[[ PROVIDED RECORDS, beginning ]]
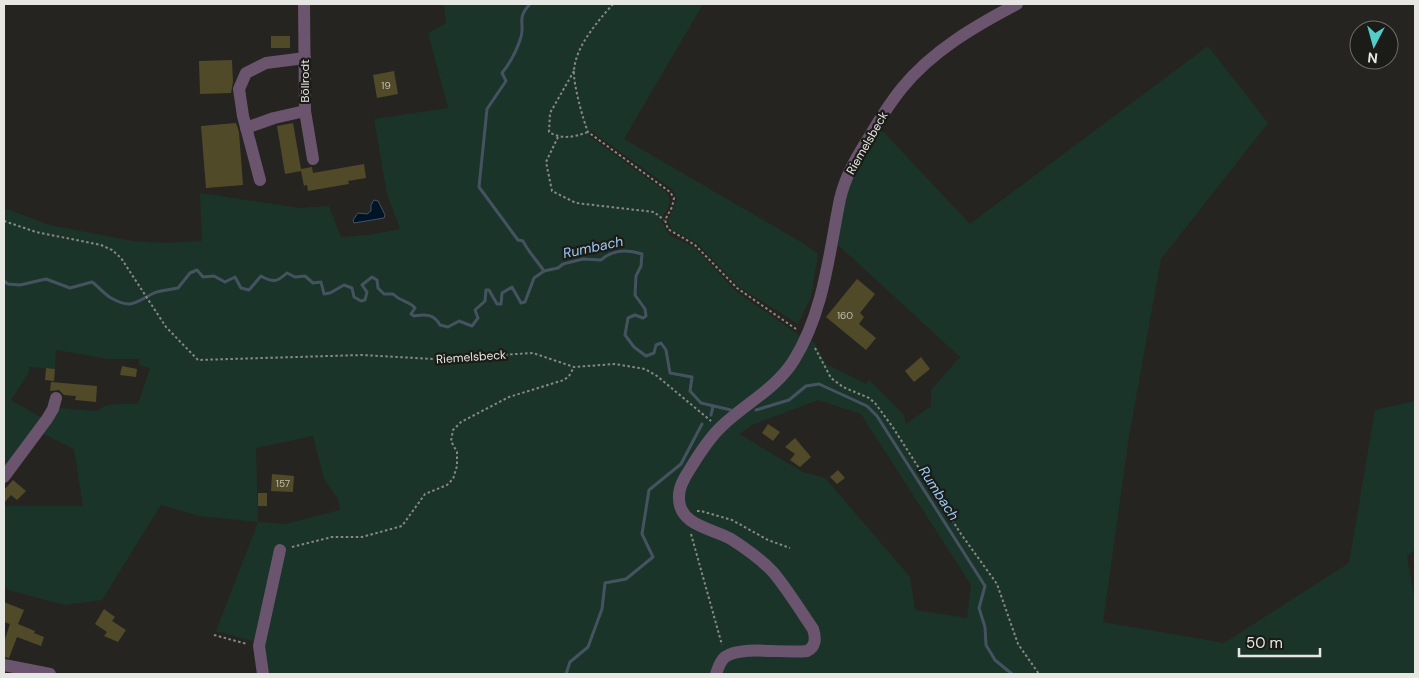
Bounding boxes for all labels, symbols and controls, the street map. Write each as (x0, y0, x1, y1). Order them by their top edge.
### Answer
north arrow (1349, 20, 1399, 70)
text: N (1367, 48, 1379, 67)
street label: Böllrodt (297, 59, 313, 103)
house number: 19 (381, 79, 391, 92)
street label: Riemelsbeck (843, 109, 891, 177)
water label: Rumbach (561, 232, 625, 262)
house number: 160 (837, 309, 853, 322)
street label: Riemelsbeck (435, 347, 507, 367)
water label: Rumbach (915, 462, 963, 524)
house number: 157 (276, 477, 290, 490)
scale bar (1239, 626, 1320, 658)
text: 50 m (1246, 633, 1283, 653)

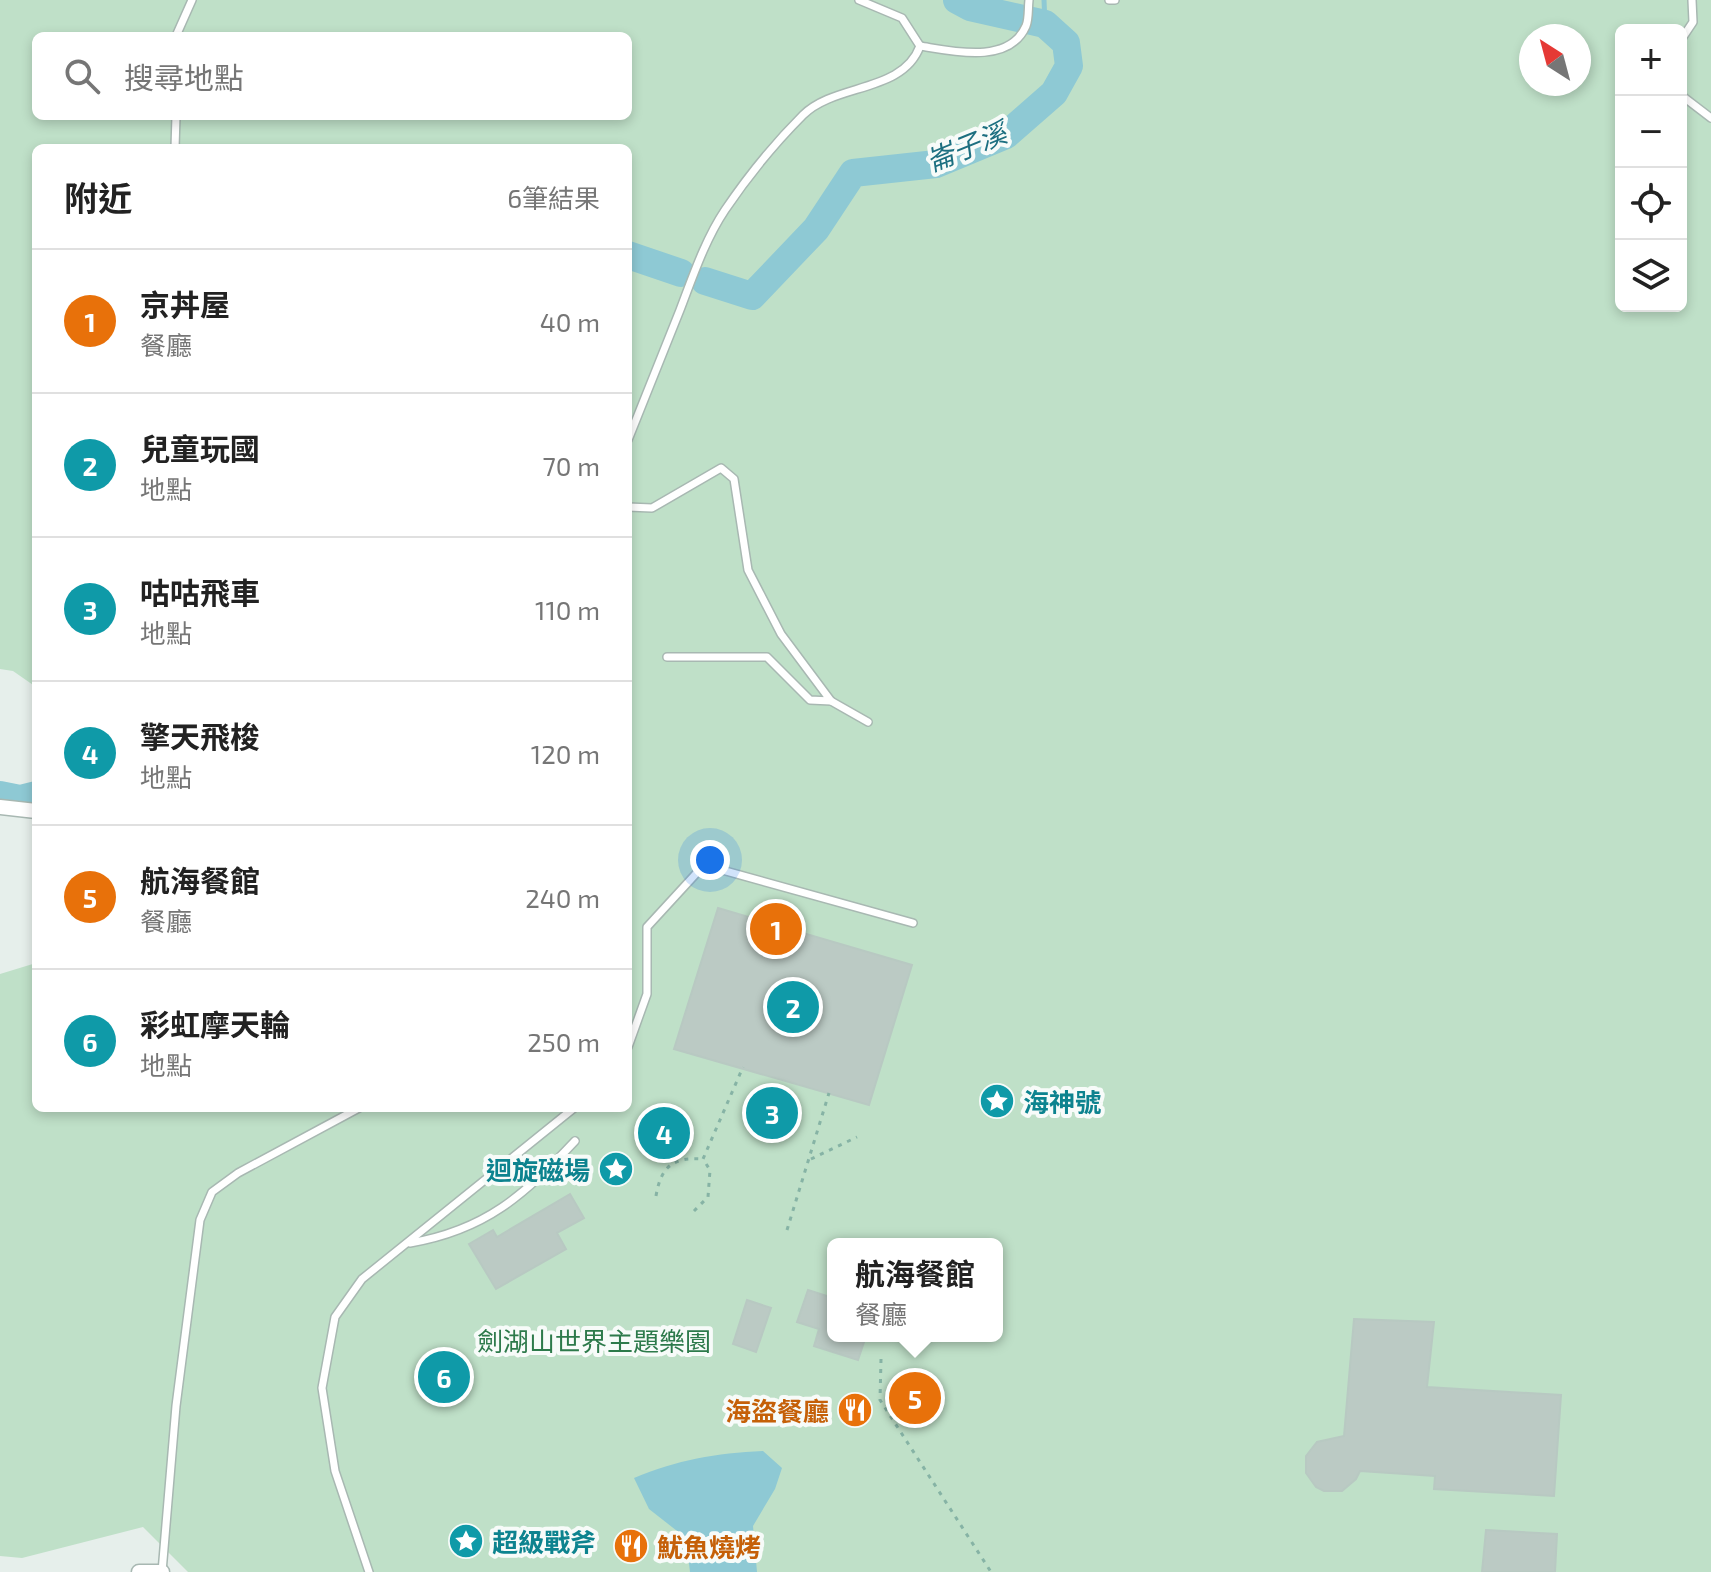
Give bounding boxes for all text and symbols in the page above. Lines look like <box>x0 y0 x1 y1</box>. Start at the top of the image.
[[ PROVIDED RECORDS, end ]]
• TO DO:
Exactly as written, copy the entries above without their pictures.

• EXERCISE SOLUTION:
Bounding boxes for all labels, symbols and controls, the street map. Write each as (x0, y0, x1, y1). Order them by their top edge.
### Answer
north arrow (1349, 20, 1399, 70)
text: N (1367, 48, 1379, 67)
street label: Böllrodt (297, 59, 313, 103)
house number: 19 (381, 79, 391, 92)
street label: Riemelsbeck (843, 109, 891, 177)
water label: Rumbach (561, 232, 625, 262)
house number: 160 (837, 309, 853, 322)
street label: Riemelsbeck (435, 347, 507, 367)
water label: Rumbach (915, 462, 963, 524)
house number: 157 (276, 477, 290, 490)
scale bar (1239, 626, 1320, 658)
text: 50 m (1246, 633, 1283, 653)

Give bounding boxes for all text and symbols in the page above. Lines look like <box>x0 y0 x1 y1</box>. Start at the top of the image.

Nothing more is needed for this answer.